- **Stored data entries**
···

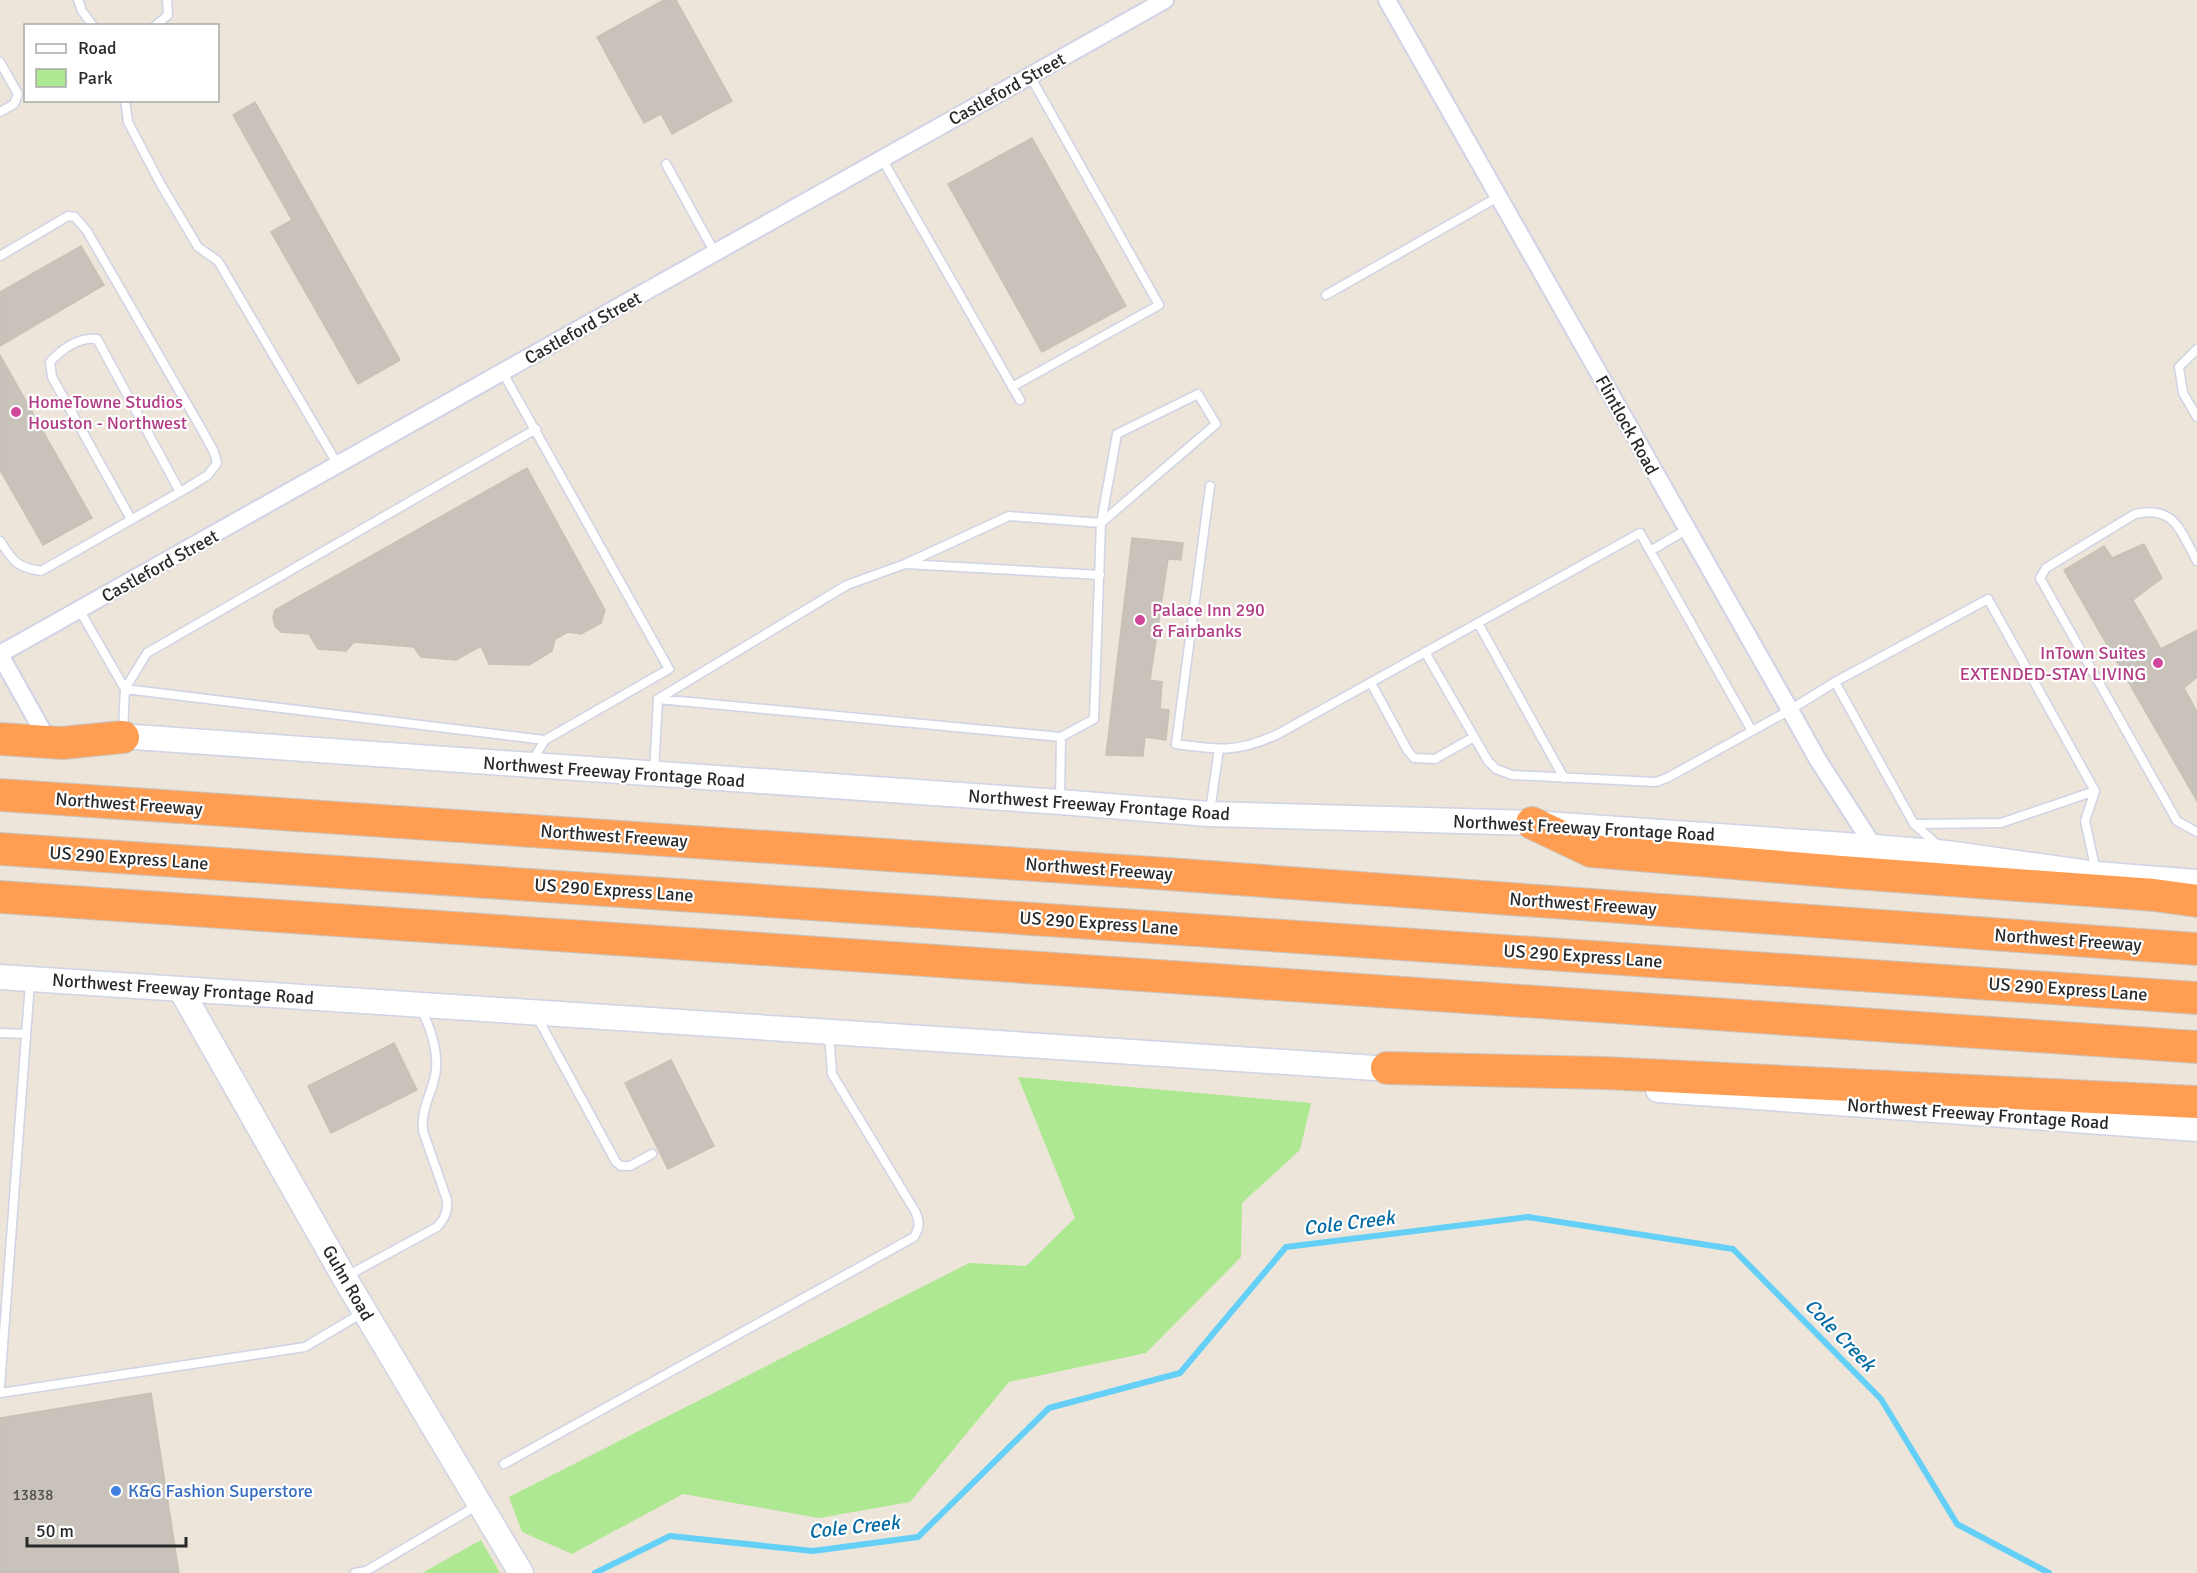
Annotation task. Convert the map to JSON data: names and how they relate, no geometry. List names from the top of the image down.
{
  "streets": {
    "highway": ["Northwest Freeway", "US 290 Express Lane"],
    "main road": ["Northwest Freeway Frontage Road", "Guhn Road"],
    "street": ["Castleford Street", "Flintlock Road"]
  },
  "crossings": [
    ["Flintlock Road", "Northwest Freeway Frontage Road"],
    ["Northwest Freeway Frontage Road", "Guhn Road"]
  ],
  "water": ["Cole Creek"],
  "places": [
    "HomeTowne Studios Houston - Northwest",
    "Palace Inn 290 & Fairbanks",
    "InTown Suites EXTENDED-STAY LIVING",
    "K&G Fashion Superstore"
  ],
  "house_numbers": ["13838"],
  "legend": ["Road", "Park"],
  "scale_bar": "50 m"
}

···

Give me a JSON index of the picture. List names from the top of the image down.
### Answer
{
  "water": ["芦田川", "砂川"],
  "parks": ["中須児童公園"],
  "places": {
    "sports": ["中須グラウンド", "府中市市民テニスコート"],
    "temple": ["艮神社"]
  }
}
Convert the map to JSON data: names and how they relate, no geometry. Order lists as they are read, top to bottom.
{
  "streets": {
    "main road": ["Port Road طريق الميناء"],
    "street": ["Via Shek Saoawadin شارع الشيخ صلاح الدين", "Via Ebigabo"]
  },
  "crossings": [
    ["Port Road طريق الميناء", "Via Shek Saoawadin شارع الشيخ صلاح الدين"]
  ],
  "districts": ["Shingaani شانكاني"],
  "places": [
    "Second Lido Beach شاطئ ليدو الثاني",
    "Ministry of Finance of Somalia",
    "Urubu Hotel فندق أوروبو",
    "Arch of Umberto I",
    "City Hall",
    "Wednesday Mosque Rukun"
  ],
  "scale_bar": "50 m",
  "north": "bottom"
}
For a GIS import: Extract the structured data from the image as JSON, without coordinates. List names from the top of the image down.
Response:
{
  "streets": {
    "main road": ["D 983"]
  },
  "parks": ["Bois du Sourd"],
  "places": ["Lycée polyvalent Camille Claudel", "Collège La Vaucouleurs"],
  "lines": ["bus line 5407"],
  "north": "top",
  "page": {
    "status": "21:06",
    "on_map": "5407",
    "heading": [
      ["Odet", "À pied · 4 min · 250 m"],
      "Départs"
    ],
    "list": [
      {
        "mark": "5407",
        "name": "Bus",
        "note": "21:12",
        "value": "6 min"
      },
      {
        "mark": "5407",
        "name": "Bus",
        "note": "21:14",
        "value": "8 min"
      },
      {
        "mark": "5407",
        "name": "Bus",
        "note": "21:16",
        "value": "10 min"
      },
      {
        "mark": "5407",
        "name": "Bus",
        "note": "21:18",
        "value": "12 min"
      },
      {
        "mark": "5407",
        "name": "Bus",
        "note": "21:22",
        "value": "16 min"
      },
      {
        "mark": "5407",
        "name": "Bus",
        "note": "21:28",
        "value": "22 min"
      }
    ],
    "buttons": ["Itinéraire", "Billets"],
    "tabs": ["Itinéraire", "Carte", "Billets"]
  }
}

···

- **Exercise brief**
The required answer is the run of lines above, starting at the line with "Give me a JSON" and ending at the line with "For a GIS import: Extract", reproduced exactly with both ends.

- **Response area**
Give me a JSON index of the picture. List names from the top of the image down.
### Answer
{
  "water": ["芦田川", "砂川"],
  "parks": ["中須児童公園"],
  "places": {
    "sports": ["中須グラウンド", "府中市市民テニスコート"],
    "temple": ["艮神社"]
  }
}
Convert the map to JSON data: names and how they relate, no geometry. Order lists as they are read, top to bottom.
{
  "streets": {
    "main road": ["Port Road طريق الميناء"],
    "street": ["Via Shek Saoawadin شارع الشيخ صلاح الدين", "Via Ebigabo"]
  },
  "crossings": [
    ["Port Road طريق الميناء", "Via Shek Saoawadin شارع الشيخ صلاح الدين"]
  ],
  "districts": ["Shingaani شانكاني"],
  "places": [
    "Second Lido Beach شاطئ ليدو الثاني",
    "Ministry of Finance of Somalia",
    "Urubu Hotel فندق أوروبو",
    "Arch of Umberto I",
    "City Hall",
    "Wednesday Mosque Rukun"
  ],
  "scale_bar": "50 m",
  "north": "bottom"
}
For a GIS import: Extract the structured data from the image as JSON, without coordinates. List names from the top of the image down.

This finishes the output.